▶ **WORK TO COMPLETE**
Repeat every entry word for word; omit all pictures.

▶ **RECORDS PROVIDED**
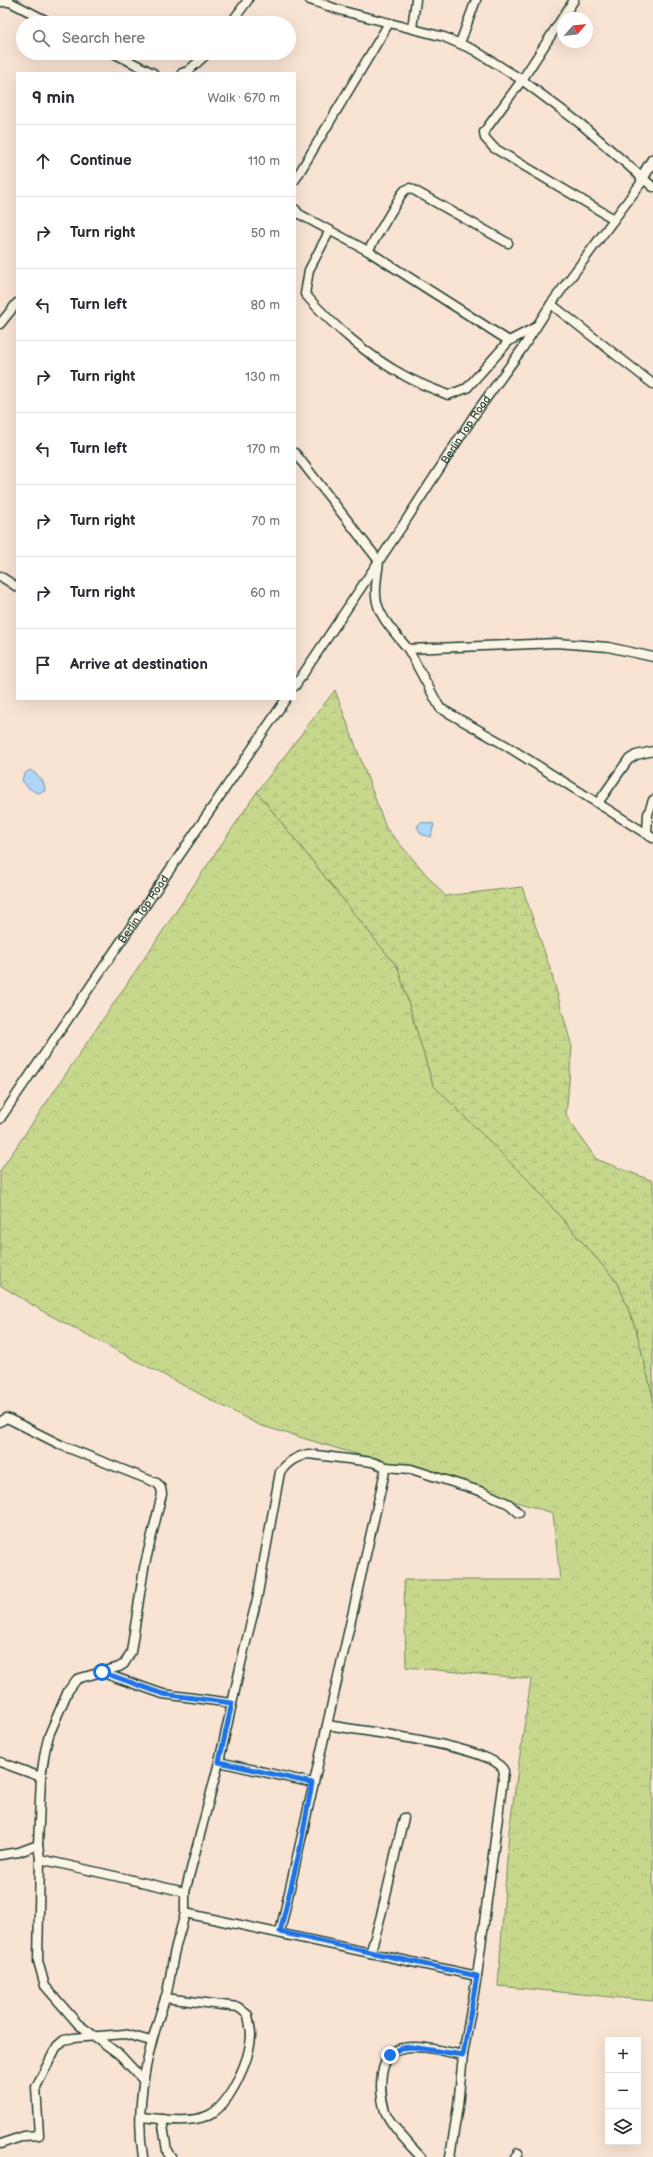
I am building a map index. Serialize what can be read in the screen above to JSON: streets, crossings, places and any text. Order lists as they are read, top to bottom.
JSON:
{
  "streets": {
    "street": ["Berlin Top Road"]
  },
  "north": "top right",
  "page": {
    "search": "Search here",
    "heading": ["9 min", "Walk · 670 m"],
    "list": [
      ["Continue", "110 m"],
      ["Turn right", "50 m"],
      ["Turn left", "80 m"],
      ["Turn right", "130 m"],
      ["Turn left", "170 m"],
      ["Turn right", "70 m"],
      ["Turn right", "60 m"],
      "Arrive at destination"
    ],
    "map_buttons": ["+", "−"]
  }
}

▶ **ANSWER SECTION**
I am building a map index. Serialize what can be read in the screen above to JSON: streets, crossings, places and any text. Order lists as they are read, top to bottom.
JSON:
{
  "streets": {
    "street": ["Berlin Top Road"]
  },
  "north": "top right",
  "page": {
    "search": "Search here",
    "heading": ["9 min", "Walk · 670 m"],
    "list": [
      ["Continue", "110 m"],
      ["Turn right", "50 m"],
      ["Turn left", "80 m"],
      ["Turn right", "130 m"],
      ["Turn left", "170 m"],
      ["Turn right", "70 m"],
      ["Turn right", "60 m"],
      "Arrive at destination"
    ],
    "map_buttons": ["+", "−"]
  }
}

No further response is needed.